But at times, it was just a matter of doing what I knew was right, even if mom didn’t seem to agree, or it caused a time of silent “time out” for the two of us. As her condition deteriorated, and age began to steal the alertness of her mind, trying to convince her to take her meds, or agree to a medical treatment for her legs became a difficult process. At times she would be sure I had already given her the medications, or the treatments had already been done; and a verbal tug of war would begin. It took strategy, patience, and focus to get the needed tasks done for her. A sense of humor was important, and then just going on to the next thing, quickly, and with an offer of a tidbit of something she liked to munch on, or listening to music which she loved. She was diabetic with serious health conditions, so I made sure there were things in the refrigerator like fresh fruit, apple juice, crackers and cheese, things I knew she would enjoy and stay within the right boundaries of her diet.

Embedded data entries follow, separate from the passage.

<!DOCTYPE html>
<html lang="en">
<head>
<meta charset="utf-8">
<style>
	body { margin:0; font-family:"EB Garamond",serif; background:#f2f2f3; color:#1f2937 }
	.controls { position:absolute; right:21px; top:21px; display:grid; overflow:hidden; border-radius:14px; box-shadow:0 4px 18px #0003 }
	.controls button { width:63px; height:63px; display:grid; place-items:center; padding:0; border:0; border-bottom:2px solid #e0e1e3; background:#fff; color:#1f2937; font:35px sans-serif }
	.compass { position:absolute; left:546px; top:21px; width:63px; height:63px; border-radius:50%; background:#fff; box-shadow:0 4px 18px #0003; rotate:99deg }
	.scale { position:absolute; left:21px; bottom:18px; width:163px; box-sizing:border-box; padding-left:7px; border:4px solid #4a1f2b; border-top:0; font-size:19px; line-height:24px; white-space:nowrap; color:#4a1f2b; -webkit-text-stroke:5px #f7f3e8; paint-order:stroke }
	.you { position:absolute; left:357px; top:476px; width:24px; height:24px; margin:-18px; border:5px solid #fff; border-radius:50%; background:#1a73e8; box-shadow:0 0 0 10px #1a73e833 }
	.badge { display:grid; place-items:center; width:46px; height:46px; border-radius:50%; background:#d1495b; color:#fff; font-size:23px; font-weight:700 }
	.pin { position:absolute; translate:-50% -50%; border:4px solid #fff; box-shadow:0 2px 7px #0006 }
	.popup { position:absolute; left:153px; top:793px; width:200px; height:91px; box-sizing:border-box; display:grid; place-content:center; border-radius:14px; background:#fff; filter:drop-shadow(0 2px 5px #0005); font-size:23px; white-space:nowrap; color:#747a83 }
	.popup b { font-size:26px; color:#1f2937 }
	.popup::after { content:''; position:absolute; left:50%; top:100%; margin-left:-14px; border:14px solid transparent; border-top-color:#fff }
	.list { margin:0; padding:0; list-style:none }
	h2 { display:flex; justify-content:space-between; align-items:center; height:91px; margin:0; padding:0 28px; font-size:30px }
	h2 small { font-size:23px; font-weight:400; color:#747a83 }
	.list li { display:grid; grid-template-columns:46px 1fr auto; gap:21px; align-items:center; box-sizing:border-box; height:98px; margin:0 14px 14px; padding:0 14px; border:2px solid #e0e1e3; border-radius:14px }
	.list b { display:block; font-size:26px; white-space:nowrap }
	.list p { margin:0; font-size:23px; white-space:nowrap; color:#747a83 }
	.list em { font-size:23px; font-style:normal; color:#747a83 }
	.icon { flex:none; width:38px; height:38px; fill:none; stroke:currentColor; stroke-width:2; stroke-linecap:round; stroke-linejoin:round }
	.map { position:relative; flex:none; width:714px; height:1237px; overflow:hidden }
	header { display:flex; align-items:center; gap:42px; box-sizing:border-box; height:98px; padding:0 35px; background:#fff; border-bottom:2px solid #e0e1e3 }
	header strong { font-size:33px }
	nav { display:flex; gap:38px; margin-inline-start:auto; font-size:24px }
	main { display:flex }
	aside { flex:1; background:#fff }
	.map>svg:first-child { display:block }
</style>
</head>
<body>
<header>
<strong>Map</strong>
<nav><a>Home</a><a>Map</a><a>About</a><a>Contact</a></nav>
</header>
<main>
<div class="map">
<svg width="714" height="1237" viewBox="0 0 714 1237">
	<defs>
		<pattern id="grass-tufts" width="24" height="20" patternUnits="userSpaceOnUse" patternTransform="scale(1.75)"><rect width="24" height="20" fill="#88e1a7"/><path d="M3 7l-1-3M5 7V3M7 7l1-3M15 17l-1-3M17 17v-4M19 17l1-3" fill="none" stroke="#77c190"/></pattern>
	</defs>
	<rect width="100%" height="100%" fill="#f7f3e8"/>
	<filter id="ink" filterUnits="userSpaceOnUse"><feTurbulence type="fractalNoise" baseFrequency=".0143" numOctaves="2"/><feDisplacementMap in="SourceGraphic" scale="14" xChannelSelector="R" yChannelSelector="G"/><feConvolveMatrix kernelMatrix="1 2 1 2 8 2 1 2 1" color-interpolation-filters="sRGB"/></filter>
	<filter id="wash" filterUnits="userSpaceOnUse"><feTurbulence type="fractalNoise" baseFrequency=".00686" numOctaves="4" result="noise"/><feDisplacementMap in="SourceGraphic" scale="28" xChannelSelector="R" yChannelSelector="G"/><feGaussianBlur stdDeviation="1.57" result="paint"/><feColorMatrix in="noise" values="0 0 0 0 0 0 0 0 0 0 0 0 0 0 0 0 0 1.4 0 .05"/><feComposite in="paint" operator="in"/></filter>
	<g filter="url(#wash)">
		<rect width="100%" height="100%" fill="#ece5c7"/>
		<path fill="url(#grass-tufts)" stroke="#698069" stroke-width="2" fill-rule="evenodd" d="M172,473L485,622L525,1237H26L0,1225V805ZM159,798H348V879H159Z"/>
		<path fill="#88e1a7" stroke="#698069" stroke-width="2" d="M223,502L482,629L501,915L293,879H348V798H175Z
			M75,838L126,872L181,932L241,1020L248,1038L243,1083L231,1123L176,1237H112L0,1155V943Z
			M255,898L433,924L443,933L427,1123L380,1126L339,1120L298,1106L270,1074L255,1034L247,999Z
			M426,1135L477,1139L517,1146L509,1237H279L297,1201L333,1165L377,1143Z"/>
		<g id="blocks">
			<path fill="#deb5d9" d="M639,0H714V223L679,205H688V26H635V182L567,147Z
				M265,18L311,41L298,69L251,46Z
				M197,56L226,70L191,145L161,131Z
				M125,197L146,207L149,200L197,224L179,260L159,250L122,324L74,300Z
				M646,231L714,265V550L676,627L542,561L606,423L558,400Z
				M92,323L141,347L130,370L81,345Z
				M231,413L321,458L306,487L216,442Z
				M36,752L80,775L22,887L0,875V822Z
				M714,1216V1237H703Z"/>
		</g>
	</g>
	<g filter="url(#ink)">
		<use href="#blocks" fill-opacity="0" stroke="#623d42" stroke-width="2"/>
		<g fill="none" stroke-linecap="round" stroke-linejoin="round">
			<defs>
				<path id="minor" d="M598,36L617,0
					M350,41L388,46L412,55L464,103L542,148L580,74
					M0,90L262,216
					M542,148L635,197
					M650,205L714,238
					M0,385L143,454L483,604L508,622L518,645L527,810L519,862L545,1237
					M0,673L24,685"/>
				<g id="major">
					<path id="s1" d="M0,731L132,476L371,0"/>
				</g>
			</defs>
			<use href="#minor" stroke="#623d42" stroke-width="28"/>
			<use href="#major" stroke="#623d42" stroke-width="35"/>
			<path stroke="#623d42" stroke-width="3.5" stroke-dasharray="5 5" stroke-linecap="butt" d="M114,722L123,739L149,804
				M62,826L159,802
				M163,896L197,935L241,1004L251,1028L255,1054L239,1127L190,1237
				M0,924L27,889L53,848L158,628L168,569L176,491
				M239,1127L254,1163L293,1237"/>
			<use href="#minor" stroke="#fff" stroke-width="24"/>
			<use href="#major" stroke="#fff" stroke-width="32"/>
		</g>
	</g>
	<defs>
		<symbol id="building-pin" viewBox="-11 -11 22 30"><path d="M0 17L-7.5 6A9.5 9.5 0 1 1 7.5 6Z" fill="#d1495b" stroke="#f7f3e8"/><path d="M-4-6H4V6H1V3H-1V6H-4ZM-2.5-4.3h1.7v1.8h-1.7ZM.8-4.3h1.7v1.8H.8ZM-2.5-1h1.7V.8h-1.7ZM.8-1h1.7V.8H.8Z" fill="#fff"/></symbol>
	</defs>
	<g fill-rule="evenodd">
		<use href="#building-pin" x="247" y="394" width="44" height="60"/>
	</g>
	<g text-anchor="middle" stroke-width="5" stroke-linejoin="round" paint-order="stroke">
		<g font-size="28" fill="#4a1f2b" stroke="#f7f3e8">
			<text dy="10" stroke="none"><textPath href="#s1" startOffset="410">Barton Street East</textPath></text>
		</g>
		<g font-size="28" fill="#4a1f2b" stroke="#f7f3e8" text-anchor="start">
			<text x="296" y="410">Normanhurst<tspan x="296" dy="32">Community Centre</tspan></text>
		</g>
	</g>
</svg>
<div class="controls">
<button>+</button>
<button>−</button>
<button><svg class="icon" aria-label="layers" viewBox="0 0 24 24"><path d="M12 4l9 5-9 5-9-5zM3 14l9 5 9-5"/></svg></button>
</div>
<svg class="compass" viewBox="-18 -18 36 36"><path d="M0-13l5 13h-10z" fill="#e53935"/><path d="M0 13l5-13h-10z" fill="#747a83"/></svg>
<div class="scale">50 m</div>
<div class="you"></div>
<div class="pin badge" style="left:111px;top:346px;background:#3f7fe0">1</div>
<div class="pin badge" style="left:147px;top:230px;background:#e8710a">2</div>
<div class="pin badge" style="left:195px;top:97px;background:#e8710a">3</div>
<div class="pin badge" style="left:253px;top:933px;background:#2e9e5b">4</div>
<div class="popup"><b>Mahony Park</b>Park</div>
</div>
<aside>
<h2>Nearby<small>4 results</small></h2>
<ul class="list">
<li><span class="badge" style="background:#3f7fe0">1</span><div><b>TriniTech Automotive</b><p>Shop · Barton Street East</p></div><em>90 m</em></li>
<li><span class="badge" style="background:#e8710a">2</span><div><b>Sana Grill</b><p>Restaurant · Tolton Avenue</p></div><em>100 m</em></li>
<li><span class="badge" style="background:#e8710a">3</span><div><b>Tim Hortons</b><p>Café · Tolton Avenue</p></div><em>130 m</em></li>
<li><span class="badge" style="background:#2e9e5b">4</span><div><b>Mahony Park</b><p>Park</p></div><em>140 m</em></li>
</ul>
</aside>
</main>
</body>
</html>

At a certain point, I had to learn to accept the limits I had in caring for her. At times I would find myself acting as if I were her mother, and treating her as a child. She also saw it, and it was damaging our relationship. I had to come to terms that no matter how frail she became, no matter what limitations she had; she was still my mother. She deserved, and must be given the respect and dignity of a mother. The times I caught her with open bags of candy…..almost completely gone, or smoking even when she knew the consequences of what it was doing to her legs; I had to close my eyes, and talk to myself before going into her room. I learned to continue to maintain an emphasis on love, and compassion while also gently correcting the situation and giving her as much quality care as I could. At the end of the day, this is really all we can do.
We cannot be responsible for someone else’s choices. We talked openly about what smoking was doing to her health, and she knew how much it hurt me to watch her continue to do it; but I could not force her to stop. I had to make up my mind whether I was going to continue to love her and care for her, no matter what. For me, the answer was simple; she was my mother.
When I developed this approach, it improved the situation between us, and calmed the "troubled waters".